_What you need to do_: If a line in the data holds "look", copy that line out in full.

_Exercise data_:
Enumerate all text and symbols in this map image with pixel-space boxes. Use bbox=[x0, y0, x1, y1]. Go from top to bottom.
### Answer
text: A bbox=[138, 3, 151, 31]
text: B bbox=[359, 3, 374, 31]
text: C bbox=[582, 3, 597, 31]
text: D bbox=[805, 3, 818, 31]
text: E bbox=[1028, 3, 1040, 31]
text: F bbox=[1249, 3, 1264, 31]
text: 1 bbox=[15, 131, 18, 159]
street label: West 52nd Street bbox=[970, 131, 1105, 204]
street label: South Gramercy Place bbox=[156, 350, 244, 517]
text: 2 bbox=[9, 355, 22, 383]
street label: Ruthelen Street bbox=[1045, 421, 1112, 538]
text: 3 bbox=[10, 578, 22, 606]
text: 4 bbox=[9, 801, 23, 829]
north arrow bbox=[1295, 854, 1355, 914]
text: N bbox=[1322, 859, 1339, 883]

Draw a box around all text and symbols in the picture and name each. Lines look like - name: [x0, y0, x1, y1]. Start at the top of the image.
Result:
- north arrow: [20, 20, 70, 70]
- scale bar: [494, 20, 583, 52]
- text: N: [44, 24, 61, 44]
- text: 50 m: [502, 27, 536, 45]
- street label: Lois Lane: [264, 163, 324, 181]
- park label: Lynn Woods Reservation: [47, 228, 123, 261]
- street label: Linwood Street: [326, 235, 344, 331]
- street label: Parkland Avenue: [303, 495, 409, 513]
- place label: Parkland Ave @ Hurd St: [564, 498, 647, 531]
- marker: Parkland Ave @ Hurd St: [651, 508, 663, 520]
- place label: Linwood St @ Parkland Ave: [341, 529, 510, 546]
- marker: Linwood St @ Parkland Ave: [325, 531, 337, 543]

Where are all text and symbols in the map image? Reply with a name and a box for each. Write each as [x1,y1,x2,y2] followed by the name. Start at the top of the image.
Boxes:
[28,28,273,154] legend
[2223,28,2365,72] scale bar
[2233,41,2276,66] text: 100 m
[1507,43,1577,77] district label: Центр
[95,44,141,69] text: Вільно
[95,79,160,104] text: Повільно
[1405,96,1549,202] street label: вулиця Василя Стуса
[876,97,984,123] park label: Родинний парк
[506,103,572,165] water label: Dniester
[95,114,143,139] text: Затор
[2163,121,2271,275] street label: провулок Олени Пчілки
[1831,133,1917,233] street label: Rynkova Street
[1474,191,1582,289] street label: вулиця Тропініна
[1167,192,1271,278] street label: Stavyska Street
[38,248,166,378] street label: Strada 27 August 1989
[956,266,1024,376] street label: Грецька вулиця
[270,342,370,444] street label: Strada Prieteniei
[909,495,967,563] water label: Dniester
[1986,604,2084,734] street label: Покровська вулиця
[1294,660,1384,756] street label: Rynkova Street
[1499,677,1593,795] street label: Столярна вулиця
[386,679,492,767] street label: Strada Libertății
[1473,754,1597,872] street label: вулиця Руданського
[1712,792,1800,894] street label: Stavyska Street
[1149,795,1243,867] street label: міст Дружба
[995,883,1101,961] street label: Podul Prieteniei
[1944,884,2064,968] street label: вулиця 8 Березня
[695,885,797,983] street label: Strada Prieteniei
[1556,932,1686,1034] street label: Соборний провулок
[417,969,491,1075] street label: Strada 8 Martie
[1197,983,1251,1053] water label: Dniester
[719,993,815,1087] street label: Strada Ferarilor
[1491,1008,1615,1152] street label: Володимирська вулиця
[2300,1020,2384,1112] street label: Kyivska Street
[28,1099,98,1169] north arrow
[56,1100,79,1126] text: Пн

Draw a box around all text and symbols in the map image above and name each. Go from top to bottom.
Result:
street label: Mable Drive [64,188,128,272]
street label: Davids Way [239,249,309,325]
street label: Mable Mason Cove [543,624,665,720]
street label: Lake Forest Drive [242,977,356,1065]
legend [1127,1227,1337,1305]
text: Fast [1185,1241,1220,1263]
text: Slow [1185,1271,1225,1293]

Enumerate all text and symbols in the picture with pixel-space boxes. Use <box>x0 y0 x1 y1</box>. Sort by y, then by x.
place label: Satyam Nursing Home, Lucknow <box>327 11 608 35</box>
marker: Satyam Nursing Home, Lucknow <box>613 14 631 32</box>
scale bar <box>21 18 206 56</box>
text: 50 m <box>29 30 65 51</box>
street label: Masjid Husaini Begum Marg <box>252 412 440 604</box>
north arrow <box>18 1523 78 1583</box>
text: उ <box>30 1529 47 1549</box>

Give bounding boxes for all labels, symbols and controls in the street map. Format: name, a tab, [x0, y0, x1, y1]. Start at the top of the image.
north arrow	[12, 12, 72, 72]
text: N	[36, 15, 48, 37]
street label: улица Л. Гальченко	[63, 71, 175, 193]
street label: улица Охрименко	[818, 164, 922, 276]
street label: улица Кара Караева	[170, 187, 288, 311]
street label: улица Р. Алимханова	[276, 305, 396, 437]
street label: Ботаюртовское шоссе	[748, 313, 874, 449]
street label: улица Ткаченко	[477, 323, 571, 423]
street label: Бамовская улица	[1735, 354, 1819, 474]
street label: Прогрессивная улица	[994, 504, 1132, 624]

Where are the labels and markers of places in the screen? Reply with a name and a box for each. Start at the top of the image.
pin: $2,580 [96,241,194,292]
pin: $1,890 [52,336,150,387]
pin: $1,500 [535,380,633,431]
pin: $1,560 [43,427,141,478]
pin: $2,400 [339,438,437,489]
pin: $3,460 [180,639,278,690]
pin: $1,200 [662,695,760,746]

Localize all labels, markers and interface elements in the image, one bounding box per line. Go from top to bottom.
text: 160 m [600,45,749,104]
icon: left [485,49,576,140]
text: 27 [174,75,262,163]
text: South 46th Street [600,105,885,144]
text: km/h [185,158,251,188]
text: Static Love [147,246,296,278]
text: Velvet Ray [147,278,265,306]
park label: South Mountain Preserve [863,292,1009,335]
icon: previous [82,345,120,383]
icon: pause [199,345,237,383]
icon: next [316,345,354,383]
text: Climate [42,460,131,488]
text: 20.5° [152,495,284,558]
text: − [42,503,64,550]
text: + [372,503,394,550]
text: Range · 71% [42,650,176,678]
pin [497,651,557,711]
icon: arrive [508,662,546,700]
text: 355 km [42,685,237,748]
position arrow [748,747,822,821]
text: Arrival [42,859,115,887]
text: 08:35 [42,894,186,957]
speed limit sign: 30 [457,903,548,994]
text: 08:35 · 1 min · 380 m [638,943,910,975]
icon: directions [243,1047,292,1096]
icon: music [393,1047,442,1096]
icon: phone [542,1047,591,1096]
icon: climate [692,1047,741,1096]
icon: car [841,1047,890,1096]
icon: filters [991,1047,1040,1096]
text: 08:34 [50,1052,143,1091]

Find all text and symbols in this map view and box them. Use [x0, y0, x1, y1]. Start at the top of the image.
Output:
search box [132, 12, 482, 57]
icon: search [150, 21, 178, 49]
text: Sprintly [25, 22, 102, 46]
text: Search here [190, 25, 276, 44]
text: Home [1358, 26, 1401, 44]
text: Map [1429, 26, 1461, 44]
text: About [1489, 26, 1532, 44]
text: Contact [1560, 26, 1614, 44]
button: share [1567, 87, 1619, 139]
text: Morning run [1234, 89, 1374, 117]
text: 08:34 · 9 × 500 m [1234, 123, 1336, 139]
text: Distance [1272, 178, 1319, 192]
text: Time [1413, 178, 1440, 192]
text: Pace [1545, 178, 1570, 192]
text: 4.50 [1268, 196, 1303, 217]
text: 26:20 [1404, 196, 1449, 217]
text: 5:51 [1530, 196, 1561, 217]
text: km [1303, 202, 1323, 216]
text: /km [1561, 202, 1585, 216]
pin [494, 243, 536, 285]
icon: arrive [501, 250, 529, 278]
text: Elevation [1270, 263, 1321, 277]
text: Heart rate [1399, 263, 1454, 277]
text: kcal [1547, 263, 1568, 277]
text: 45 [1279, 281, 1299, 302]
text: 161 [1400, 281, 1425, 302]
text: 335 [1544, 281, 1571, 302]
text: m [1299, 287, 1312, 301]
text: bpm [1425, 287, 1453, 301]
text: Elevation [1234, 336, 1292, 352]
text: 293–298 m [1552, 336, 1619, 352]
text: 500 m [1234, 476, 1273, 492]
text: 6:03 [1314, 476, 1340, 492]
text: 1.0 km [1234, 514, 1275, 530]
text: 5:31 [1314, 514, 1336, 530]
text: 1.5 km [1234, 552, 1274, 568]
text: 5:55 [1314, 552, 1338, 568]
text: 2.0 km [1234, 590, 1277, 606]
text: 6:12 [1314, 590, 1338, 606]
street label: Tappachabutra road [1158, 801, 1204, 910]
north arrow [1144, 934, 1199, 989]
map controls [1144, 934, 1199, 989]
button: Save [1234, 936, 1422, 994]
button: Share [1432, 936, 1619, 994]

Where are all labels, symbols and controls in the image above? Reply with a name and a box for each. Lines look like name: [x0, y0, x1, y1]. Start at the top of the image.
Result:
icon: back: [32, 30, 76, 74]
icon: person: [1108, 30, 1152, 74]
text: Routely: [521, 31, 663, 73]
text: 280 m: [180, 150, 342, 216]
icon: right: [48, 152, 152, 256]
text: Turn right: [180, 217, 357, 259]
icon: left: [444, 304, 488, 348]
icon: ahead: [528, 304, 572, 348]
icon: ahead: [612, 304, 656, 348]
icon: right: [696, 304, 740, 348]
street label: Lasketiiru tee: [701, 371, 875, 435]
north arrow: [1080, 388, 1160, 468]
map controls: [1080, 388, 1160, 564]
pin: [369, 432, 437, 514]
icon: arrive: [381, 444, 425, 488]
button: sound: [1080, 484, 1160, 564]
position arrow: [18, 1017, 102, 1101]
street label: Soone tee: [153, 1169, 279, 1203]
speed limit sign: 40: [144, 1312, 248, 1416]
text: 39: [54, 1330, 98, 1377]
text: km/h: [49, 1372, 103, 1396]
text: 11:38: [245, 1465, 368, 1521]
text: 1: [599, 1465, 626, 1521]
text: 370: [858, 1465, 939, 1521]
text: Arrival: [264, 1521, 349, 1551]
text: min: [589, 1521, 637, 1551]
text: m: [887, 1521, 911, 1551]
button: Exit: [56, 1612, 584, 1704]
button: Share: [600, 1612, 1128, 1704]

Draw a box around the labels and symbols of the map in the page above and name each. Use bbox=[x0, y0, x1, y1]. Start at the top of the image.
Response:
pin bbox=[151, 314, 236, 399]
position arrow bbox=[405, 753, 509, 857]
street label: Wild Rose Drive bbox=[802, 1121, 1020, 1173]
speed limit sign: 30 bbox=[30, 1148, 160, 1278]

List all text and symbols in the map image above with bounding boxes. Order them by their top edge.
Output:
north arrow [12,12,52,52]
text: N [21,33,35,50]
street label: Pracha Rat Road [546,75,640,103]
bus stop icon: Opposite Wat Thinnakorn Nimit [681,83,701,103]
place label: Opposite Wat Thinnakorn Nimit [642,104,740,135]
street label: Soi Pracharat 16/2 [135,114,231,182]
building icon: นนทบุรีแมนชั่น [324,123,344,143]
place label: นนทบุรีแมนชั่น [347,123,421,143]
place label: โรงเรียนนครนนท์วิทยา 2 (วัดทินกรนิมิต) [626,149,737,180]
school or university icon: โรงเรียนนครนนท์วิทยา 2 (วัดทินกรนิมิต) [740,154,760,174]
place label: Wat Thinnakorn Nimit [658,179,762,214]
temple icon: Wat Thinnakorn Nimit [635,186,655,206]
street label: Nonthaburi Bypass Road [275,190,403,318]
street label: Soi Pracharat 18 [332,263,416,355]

_Response area_:
Draw a box around all text and symbols in the picture and name each. Lines look like - name: [x0, y0, x1, y1]. Start at the top of the image.
Where are all labels, symbols and controls in the image above? Reply with a name and a box for each. Lines look like name: [x0, y0, x1, y1]. Start at the top of the image.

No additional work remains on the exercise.